━━ Data under study ━━

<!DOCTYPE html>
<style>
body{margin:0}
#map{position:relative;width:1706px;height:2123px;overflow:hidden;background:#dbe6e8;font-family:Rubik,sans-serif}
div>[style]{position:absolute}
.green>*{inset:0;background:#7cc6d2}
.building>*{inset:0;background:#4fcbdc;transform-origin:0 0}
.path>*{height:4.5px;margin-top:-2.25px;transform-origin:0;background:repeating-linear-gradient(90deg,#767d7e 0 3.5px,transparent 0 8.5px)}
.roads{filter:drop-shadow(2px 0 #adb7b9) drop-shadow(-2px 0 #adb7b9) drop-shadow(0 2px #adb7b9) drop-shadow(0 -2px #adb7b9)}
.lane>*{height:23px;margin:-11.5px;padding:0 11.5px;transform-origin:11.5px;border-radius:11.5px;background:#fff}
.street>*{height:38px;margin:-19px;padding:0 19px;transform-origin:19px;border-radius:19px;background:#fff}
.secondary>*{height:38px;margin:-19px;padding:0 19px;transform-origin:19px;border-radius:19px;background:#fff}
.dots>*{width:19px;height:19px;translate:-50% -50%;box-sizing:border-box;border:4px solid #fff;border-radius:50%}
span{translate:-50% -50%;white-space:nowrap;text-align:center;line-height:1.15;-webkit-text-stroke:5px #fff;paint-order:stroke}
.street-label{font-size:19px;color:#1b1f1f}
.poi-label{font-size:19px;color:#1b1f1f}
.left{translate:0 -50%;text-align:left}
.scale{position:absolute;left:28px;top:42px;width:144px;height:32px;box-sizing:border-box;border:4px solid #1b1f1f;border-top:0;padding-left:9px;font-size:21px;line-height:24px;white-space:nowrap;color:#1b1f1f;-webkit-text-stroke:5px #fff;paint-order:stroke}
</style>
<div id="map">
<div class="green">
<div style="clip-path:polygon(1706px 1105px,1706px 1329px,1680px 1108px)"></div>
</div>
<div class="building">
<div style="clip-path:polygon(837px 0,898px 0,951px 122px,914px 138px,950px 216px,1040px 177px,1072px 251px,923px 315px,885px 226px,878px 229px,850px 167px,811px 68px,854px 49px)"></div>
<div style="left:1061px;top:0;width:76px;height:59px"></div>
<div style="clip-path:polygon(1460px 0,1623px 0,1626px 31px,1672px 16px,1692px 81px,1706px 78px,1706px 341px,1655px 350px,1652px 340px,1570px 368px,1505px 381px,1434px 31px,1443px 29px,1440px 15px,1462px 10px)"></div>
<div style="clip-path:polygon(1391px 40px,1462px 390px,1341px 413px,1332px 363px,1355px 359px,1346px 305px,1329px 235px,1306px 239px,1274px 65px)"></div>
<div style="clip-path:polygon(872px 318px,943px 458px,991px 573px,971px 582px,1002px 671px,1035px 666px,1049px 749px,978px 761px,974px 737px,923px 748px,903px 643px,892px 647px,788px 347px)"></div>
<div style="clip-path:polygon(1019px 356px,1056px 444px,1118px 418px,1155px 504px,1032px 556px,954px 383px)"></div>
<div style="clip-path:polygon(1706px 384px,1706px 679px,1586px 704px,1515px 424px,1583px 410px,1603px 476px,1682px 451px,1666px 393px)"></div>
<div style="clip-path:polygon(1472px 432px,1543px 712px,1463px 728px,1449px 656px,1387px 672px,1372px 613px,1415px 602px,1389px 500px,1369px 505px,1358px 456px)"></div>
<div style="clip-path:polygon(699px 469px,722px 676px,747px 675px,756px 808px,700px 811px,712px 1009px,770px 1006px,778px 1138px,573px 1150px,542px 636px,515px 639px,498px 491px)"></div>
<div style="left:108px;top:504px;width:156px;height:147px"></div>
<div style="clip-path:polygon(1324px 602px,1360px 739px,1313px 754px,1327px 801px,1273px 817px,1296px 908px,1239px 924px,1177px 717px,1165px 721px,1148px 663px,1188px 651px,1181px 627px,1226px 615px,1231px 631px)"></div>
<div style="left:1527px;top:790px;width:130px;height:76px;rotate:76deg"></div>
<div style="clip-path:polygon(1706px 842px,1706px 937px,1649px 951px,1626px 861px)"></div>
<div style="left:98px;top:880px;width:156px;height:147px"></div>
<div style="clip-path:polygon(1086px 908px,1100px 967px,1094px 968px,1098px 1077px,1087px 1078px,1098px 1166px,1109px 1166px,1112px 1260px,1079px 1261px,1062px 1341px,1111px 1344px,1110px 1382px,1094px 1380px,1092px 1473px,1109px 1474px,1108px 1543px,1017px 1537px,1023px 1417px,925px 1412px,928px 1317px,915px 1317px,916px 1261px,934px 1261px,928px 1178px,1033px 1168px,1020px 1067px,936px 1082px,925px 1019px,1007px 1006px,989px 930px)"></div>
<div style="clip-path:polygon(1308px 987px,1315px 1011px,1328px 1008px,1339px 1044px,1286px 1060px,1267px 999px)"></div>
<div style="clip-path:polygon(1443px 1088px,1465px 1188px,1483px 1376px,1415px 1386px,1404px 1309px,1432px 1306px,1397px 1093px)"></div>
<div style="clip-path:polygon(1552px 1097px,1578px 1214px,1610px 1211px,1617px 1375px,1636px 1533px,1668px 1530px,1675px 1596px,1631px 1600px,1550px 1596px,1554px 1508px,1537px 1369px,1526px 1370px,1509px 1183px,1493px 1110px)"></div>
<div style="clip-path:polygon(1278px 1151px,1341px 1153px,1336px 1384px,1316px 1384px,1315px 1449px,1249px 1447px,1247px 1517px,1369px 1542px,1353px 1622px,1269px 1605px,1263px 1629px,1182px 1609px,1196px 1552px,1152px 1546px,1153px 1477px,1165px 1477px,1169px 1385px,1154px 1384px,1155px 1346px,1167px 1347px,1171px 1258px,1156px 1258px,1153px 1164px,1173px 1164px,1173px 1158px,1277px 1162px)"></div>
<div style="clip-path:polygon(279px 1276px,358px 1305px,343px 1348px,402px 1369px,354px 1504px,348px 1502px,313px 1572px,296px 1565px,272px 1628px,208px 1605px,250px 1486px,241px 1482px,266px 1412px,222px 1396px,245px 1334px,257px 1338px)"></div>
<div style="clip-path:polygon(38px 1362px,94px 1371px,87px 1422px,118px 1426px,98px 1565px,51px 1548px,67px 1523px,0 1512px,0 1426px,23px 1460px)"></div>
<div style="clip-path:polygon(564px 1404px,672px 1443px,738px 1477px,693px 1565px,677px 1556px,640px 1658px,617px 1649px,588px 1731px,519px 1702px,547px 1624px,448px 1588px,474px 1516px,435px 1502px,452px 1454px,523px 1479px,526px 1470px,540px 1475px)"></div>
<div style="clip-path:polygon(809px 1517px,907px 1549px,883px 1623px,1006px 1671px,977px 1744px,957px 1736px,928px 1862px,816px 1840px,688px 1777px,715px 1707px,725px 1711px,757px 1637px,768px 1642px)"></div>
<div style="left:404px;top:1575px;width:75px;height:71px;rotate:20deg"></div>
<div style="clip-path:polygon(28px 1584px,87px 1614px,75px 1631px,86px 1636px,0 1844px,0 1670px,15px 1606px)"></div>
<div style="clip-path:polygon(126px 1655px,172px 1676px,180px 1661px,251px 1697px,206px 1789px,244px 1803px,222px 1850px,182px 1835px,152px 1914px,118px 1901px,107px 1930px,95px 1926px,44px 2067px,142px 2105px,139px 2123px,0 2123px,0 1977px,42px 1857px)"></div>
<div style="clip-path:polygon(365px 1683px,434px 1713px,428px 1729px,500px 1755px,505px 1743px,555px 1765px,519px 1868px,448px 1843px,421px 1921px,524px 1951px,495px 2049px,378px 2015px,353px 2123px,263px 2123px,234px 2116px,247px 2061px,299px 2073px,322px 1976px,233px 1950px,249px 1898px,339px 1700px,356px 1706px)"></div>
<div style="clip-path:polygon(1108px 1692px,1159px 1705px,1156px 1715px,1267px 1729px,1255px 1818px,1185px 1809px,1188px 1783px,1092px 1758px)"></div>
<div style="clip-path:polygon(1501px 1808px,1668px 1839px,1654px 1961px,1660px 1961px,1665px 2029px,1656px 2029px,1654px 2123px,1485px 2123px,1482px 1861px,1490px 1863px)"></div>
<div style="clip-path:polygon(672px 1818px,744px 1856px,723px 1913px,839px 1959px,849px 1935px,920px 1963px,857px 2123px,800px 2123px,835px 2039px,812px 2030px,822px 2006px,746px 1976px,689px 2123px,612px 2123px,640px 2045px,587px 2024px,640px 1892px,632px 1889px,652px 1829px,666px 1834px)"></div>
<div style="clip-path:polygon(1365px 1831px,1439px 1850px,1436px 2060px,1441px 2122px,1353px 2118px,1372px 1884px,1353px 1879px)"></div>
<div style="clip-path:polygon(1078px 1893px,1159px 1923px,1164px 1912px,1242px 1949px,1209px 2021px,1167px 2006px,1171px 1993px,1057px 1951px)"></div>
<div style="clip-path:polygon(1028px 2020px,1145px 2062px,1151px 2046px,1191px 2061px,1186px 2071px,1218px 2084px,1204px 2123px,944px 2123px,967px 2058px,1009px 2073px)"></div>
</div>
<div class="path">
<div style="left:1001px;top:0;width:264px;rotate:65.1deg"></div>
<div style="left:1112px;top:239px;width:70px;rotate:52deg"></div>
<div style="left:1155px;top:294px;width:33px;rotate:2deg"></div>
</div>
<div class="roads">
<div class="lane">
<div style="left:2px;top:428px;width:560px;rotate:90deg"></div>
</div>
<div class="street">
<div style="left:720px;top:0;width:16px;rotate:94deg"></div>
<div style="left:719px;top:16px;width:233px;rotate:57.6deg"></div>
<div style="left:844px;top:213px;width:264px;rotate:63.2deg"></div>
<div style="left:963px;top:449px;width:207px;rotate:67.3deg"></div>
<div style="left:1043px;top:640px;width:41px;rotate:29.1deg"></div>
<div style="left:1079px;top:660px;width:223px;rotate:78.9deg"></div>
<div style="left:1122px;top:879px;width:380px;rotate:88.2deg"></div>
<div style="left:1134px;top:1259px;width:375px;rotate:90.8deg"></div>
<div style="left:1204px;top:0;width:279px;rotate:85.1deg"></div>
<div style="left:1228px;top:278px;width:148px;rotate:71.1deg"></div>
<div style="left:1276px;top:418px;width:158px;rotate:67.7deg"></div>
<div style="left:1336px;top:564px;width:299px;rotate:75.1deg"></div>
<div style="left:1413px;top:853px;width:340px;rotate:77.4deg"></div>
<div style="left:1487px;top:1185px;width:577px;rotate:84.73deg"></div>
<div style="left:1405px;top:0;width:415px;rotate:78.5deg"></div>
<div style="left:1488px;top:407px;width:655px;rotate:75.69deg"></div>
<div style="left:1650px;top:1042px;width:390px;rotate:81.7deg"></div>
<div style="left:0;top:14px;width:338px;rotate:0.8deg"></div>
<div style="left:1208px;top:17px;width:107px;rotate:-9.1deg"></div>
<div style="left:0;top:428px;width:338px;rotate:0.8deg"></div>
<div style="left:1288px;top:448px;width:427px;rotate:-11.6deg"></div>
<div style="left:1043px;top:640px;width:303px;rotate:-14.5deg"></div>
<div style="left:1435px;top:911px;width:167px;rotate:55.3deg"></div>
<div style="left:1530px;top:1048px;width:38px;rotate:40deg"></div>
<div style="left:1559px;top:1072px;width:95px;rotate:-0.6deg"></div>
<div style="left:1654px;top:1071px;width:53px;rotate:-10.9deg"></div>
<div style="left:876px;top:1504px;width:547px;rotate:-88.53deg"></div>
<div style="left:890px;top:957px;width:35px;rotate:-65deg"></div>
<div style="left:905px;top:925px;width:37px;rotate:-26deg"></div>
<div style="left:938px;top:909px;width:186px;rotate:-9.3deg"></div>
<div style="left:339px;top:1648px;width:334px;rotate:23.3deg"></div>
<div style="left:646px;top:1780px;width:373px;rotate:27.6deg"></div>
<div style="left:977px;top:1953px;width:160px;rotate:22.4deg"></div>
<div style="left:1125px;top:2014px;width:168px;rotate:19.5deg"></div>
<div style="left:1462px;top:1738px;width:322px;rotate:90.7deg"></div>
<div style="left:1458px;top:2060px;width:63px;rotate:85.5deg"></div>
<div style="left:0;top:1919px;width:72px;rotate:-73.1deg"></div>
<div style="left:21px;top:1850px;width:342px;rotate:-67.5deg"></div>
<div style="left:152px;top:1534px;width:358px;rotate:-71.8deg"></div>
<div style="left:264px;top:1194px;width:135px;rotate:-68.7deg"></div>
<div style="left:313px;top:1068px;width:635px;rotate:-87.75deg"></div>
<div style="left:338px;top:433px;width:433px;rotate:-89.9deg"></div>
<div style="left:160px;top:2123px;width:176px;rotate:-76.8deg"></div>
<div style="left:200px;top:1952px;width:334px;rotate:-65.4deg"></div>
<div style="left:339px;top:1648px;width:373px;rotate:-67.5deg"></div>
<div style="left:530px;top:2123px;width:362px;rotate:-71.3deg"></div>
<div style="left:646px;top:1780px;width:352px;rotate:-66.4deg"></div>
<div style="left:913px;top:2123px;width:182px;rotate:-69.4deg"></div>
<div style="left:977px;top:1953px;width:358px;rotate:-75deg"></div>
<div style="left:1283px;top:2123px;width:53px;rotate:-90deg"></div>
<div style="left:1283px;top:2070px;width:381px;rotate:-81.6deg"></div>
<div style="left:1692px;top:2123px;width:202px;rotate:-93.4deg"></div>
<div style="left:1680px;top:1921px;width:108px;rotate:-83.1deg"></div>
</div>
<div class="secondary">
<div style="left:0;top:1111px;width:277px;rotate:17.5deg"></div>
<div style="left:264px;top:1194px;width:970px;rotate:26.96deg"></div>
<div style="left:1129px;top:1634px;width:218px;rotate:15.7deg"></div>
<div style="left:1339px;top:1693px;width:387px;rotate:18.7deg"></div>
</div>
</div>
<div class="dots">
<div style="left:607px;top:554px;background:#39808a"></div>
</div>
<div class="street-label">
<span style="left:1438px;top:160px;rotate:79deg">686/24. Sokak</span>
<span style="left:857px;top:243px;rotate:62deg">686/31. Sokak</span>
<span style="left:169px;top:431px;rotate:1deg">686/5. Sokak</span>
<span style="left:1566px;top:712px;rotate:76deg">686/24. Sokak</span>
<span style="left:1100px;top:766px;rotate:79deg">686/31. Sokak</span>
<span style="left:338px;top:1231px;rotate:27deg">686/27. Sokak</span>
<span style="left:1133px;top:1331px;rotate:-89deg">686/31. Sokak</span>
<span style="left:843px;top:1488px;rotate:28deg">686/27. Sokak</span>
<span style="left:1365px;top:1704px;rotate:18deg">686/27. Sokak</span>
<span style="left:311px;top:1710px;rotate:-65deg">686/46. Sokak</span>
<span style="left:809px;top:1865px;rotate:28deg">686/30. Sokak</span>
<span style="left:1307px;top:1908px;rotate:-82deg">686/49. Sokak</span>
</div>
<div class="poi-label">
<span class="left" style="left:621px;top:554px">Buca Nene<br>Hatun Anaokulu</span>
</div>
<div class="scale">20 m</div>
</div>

━━━

-- To do --
Filter the entries above and keep only the lines with the word "lane".

-- Solved problem --
.lane>*{height:23px;margin:-11.5px;padding:0 11.5px;transform-origin:11.5px;border-radius:11.5px;background:#fff}
<div class="lane">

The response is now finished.